What steps should we take now for early retirement? What are good habits to develop in order to reach this goal?
Honestly, my best advice for anyone looking to achieve early retirement is to:
1. Max out your retirement savings every year. The sooner you can start maxing out your 401(k), IRA, and any other investment account you can get your hands on, the more time you’ll be giving compound interest to work its magic and build up more wealth than you can imagine. As a matter of fact, I’m such an advocate of saving vigorously for retirement that I created an entire website on the subject called IRA vs. 401k Central.

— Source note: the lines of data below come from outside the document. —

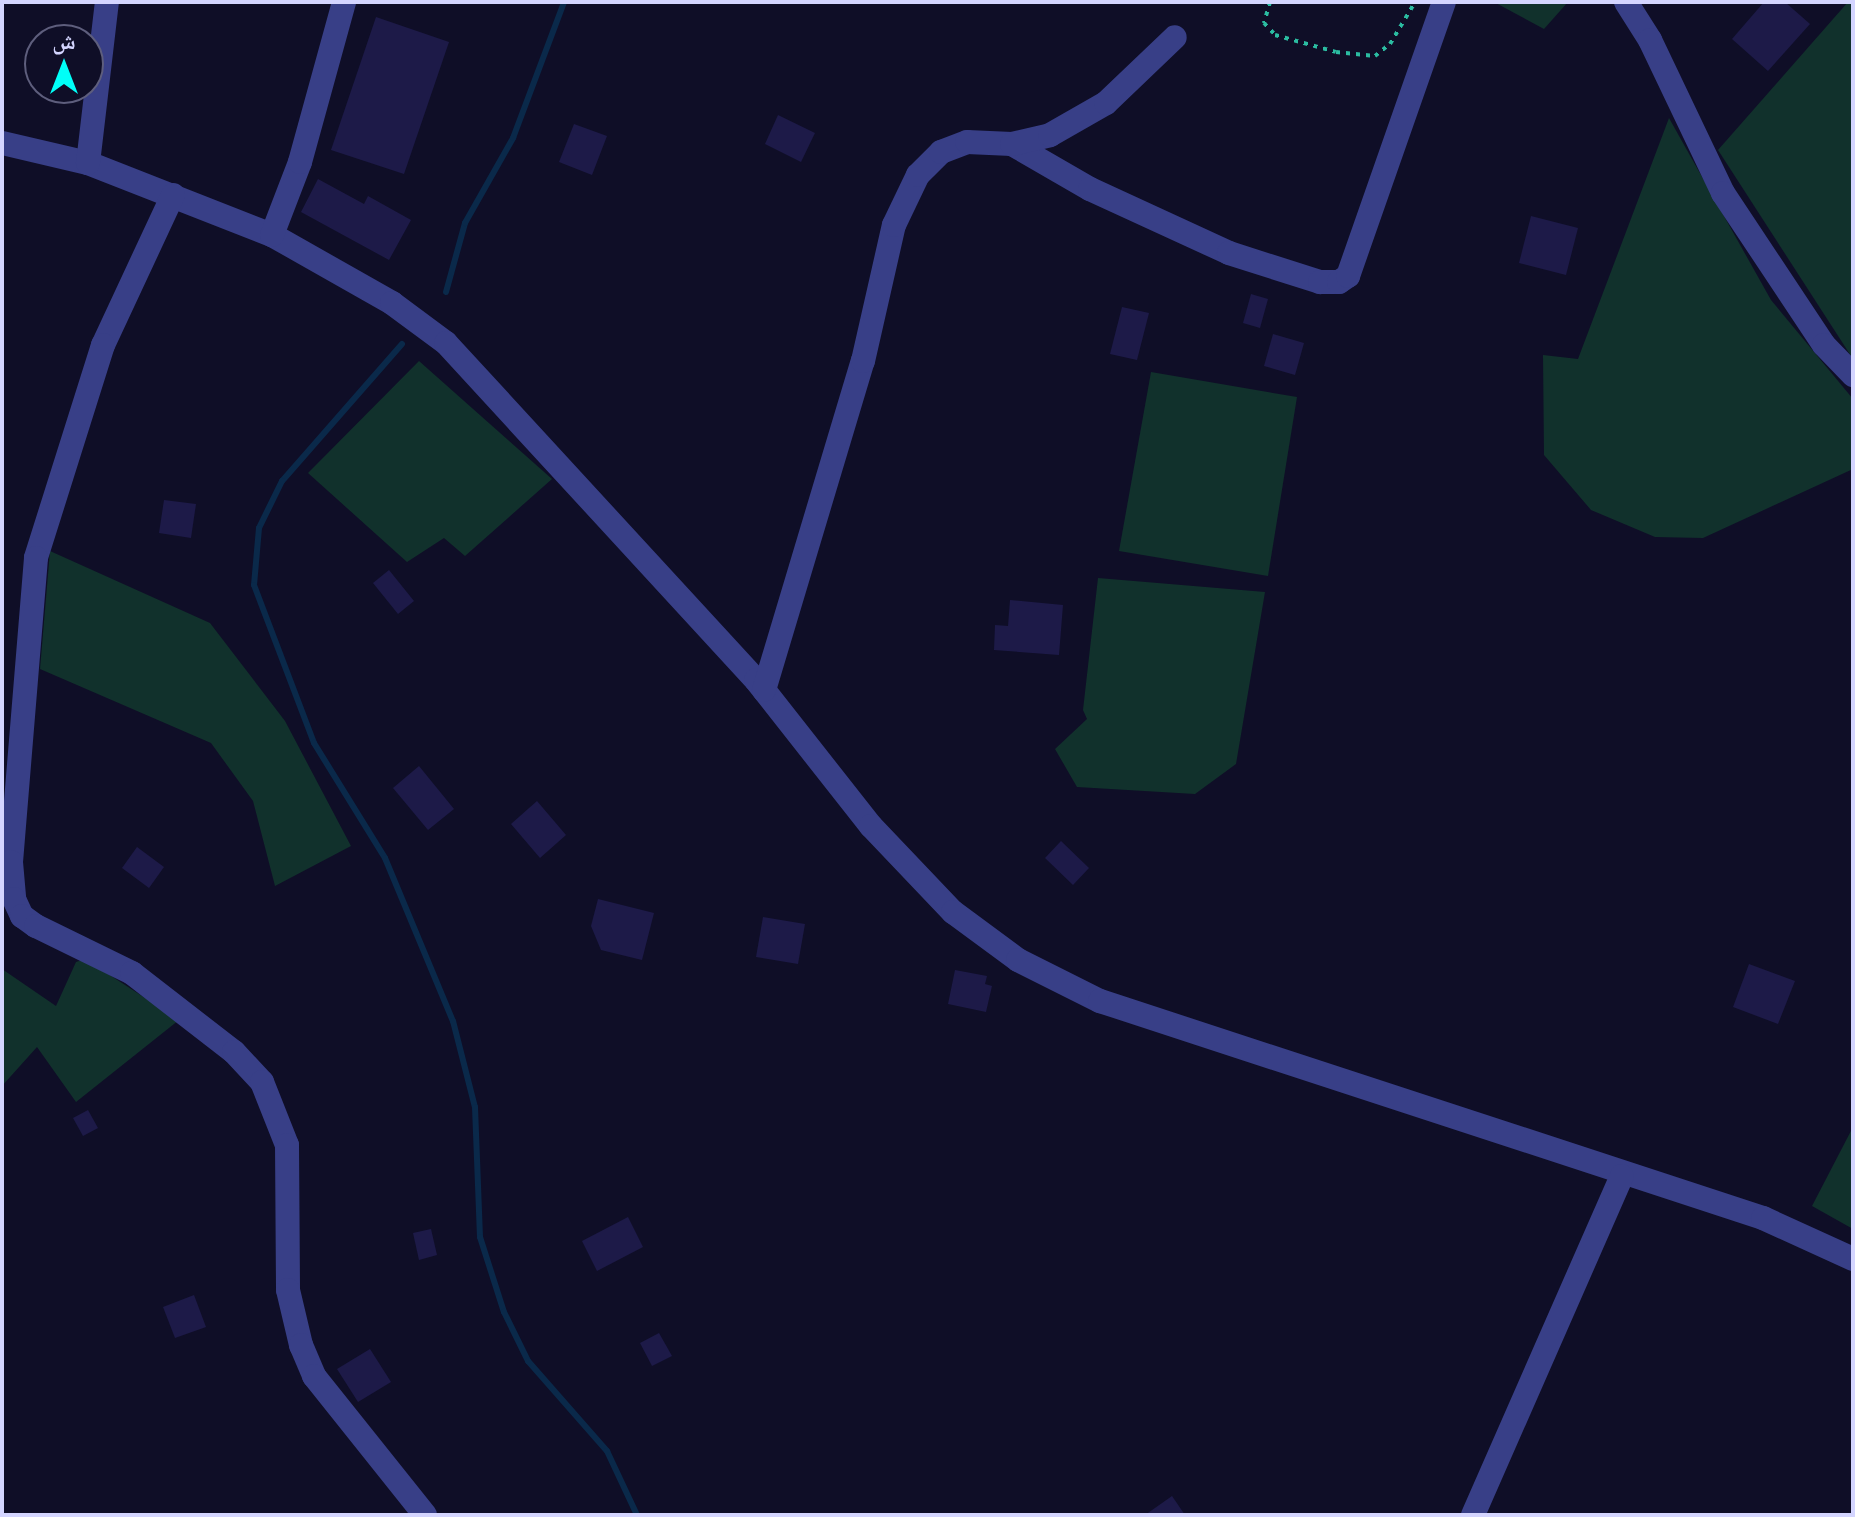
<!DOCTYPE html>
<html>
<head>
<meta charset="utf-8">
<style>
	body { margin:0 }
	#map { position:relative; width:1855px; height:1517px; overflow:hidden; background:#0f0e27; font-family:"Alegreya Sans","Noto Naskh Arabic",sans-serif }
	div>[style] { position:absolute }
	.green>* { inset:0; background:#11312c }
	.stream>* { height:6px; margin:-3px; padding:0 3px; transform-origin:3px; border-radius:3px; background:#0a294a }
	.building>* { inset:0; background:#1d1a48 }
	.path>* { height:4px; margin-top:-2px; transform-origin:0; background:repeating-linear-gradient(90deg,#2bbca1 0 4px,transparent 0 10px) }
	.minor>* { height:24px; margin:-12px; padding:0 12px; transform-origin:12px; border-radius:12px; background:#383f87 }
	span { translate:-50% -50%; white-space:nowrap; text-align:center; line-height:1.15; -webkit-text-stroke:6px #0f0e27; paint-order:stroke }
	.frame { position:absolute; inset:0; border:4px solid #d4d5ff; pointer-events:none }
	.north { position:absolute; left:24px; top:24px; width:80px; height:80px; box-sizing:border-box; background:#0f0e27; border:2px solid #5e5e7d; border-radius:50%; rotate:0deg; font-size:22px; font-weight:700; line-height:32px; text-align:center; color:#d4d5ff }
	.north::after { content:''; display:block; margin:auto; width:28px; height:36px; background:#00fff8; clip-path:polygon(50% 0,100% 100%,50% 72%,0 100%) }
</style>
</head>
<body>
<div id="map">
	<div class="green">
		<i style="clip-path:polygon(1494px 2px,1568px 2px,1544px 29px)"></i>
		<i style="clip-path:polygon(1848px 2px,1853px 2px,1853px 359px,1718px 150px)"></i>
		<i style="clip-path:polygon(1669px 118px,1771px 300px,1853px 399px,1853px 469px,1703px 538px,1655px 537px,1591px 510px,1544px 455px,1543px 355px,1578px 359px)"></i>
		<i style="clip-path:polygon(419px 361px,552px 479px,465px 556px,444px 538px,407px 562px,308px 473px)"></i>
		<i style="clip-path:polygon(1151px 372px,1297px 397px,1268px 576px,1119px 551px)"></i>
		<i style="clip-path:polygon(50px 551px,210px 623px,285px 721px,351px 846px,275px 886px,253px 801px,211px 743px,40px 669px)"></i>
		<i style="clip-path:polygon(1098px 578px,1265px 592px,1236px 764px,1195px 794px,1077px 787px,1055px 749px,1087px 719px,1083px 710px)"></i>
		<i style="clip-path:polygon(85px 959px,179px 1020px,76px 1102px,37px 1047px,2px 1086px,2px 969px,56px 1006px,76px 962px)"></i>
		<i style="clip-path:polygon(1853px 1127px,1853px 1229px,1812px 1206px)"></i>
	</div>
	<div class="stream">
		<i style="left:446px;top:292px;width:72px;rotate:-74.6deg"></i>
		<i style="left:465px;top:223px;width:98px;rotate:-60.5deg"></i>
		<i style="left:513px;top:138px;width:145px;rotate:-69.4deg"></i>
		<i style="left:402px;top:344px;width:182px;rotate:131.2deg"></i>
		<i style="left:282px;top:481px;width:52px;rotate:116.1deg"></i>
		<i style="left:259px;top:528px;width:57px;rotate:95deg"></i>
		<i style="left:254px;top:585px;width:169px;rotate:69.2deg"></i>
		<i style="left:314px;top:743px;width:135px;rotate:58.3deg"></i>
		<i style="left:385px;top:858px;width:177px;rotate:67.4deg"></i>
		<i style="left:453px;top:1021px;width:89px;rotate:75.7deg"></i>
		<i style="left:475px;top:1107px;width:130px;rotate:87.8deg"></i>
		<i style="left:480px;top:1237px;width:79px;rotate:72.3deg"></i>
		<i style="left:504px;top:1312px;width:55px;rotate:63.9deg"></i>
		<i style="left:528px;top:1361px;width:120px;rotate:48.7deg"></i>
		<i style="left:607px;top:1451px;width:71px;rotate:64.9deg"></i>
	</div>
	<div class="building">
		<i style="clip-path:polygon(1764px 2px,1785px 2px,1810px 24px,1768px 71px,1732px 39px)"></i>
		<i style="clip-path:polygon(376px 17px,449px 42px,404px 174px,331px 150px)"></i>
		<i style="clip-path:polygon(778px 115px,815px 133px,801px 162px,765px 144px)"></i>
		<i style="clip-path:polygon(574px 124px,607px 136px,592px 175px,559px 162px)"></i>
		<i style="clip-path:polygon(318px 179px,364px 204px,368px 196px,411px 220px,389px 260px,301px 212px)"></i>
		<i style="clip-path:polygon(1531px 216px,1578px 228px,1566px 275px,1519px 263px)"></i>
		<i style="clip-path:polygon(1251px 294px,1268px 299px,1260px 328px,1243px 323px)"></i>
		<i style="clip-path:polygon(1122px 307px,1149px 313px,1137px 360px,1110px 354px)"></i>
		<i style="clip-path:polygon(1273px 334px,1304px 343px,1295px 375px,1264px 366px)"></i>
		<i style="clip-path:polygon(164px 500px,196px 504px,191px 538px,159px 533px)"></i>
		<i style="clip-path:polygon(389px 570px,414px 601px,398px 614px,373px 583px)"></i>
		<i style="clip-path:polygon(1010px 600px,1063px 605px,1059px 655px,994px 650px,995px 625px,1008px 626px)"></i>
		<i style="clip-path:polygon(419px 766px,454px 809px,428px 830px,393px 788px)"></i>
		<i style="clip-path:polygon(537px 801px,566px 835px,540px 858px,511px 824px)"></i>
		<i style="clip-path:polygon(1061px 841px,1089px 868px,1073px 885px,1045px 858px)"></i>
		<i style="clip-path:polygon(137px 847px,164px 867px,149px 888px,122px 868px)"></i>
		<i style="clip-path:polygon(598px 899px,654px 913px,642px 960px,601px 950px,591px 926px)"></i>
		<i style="clip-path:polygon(763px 917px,805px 924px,798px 964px,756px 957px)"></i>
		<i style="clip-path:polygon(1749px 964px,1795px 981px,1778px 1024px,1733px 1007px)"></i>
		<i style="clip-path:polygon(955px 970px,987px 976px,985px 984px,992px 986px,986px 1012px,948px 1004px)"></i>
		<i style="clip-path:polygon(88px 1110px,98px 1128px,83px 1136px,73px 1118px)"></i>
		<i style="clip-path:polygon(628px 1217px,643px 1247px,597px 1271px,582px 1241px)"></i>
		<i style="clip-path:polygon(431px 1229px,437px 1255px,419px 1260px,413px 1233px)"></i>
		<i style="clip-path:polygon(194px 1295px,206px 1327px,175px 1338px,163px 1307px)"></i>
		<i style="clip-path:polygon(659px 1333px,672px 1356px,652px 1366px,640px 1343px)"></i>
		<i style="clip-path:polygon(370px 1349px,391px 1382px,358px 1402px,337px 1369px)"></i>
		<i style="clip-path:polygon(1172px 1496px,1185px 1515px,1145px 1515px)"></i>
	</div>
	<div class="path">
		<i style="left:1270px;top:2px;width:22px;rotate:106deg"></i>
		<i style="left:1264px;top:23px;width:16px;rotate:47deg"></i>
		<i style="left:1275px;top:35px;width:63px;rotate:15.6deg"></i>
		<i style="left:1336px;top:52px;width:39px;rotate:6deg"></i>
		<i style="left:1375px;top:56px;width:19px;rotate:-39deg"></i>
		<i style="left:1390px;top:44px;width:49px;rotate:-59.2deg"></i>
	</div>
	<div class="minor">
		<i style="left:1626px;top:2px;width:45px;rotate:57.7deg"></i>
		<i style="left:1650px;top:40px;width:170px;rotate:64.5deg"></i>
		<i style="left:1723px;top:193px;width:182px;rotate:56.4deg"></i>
		<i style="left:1824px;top:345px;width:42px;rotate:46deg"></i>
		<i style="left:2px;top:143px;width:88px;rotate:13.1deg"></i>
		<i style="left:88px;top:163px;width:198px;rotate:21.4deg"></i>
		<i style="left:272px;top:235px;width:138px;rotate:29.5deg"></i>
		<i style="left:392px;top:303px;width:67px;rotate:36.5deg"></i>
		<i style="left:446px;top:343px;width:458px;rotate:47.4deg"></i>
		<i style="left:756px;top:680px;width:186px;rotate:51.8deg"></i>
		<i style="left:871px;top:826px;width:119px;rotate:46.4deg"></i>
		<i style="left:953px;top:912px;width:81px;rotate:36.4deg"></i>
		<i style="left:1018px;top:960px;width:92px;rotate:26.6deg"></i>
		<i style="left:1100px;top:1001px;width:698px;rotate:18.12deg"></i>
		<i style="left:1763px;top:1218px;width:99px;rotate:24.5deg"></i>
		<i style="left:1012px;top:144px;width:90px;rotate:30deg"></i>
		<i style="left:1090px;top:189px;width:153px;rotate:24.7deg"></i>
		<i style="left:1229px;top:253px;width:96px;rotate:17.7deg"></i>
		<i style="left:1320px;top:282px;width:19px"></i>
		<i style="left:1339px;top:282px;width:11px;rotate:-34deg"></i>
		<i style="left:1348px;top:276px;width:290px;rotate:-70.7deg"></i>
		<i style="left:88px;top:163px;width:162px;rotate:-83.3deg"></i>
		<i style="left:173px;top:195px;width:166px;rotate:115deg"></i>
		<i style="left:103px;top:345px;width:223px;rotate:107.5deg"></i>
		<i style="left:36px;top:558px;width:305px;rotate:94.7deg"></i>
		<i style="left:11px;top:862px;width:37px;rotate:85deg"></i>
		<i style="left:14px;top:899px;width:19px;rotate:65deg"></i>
		<i style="left:22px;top:916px;width:17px;rotate:36deg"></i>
		<i style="left:36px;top:926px;width:107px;rotate:26.1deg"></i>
		<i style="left:132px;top:973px;width:129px;rotate:37.8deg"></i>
		<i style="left:234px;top:1052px;width:41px;rotate:47deg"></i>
		<i style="left:262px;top:1082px;width:68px;rotate:68.4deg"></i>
		<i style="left:287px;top:1145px;width:145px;rotate:89.6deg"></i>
		<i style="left:288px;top:1290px;width:57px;rotate:76.7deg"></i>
		<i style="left:301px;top:1345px;width:34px;rotate:67deg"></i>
		<i style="left:314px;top:1376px;width:178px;rotate:51.4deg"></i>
		<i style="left:272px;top:235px;width:78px;rotate:-69deg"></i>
		<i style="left:300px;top:162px;width:166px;rotate:-74.6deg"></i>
		<i style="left:764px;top:690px;width:344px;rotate:-73.3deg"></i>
		<i style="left:863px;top:361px;width:139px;rotate:-77.2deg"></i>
		<i style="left:894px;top:225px;width:55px;rotate:-64.4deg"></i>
		<i style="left:918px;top:175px;width:33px;rotate:-45deg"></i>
		<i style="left:941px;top:152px;width:28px;rotate:-21deg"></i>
		<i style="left:967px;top:142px;width:45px;rotate:2.5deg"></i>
		<i style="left:1012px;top:144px;width:39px;rotate:-13deg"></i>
		<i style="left:1050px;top:135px;width:64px;rotate:-29.7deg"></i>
		<i style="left:1106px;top:103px;width:95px;rotate:-43.7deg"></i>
		<i style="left:1473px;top:1515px;width:370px;rotate:-66.3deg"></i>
	</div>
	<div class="frame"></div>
	<div class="north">ش</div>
</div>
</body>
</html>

2. Figure out how you can live off of less. Learning to live off of less is just smart strategy if you really want to make your early retirement work. It sure is a lot easier to save $500,000 dollars then it is to save $1 million. So if you could figure out how to live off an income from a savings of $500K, then it will take you a lot less time to get there. By the way, if you’re interested in finding out how one could make a retirement with $500K work, check out my post here.
What are some of your favorite unconventional or under-the-radar methods for saving for retirement?
The SEP IRA.
I just found out last year that I qualified for a SEP IRA, meaning that I got to save a significant portion of my blogging income in a totally separate IRA from my regular Roth IRA and 401(k). That’s a LOT of tax-advantaged saving!
The good news is that if you make any kind of side income yourself, you could potentially be doing the same thing.
What personal finance books, blogs or sites have had the biggest impact on how you view money?
I’ve always felt that Rich Dad Poor Dad was a very influential book for me. The 4 Hour Workweek was another one that really challenged my ideas of what passive income and early retirement really are (or could be). Your Money Ratios is one of my favorite books to recommend for anyone just starting out learning about money. As I already mentioned, ProBlogger was very a encouraging read for me when I first getting started blogging.
What are the biggest personal finance headlines that people aiming for financial independence should be paying attention to?
Headlines about saving money or starting a 401(k) are good, but they can start to become old news once you’ve been at it for a while.
Do you want to know what I pay attention to the most? Taxes.
Knowing how our tax system works and how to leverage the laws will be some of the most useful facts you’ll ever learn when it come to money. I once wrote a post where I challenged myself to come up with a strategy for how to live a completely tax-free retirement while still taking in over $100K in income – and I was successful at it, too!
Sometimes simply knowing the rules to the game is half the battle to playing it well.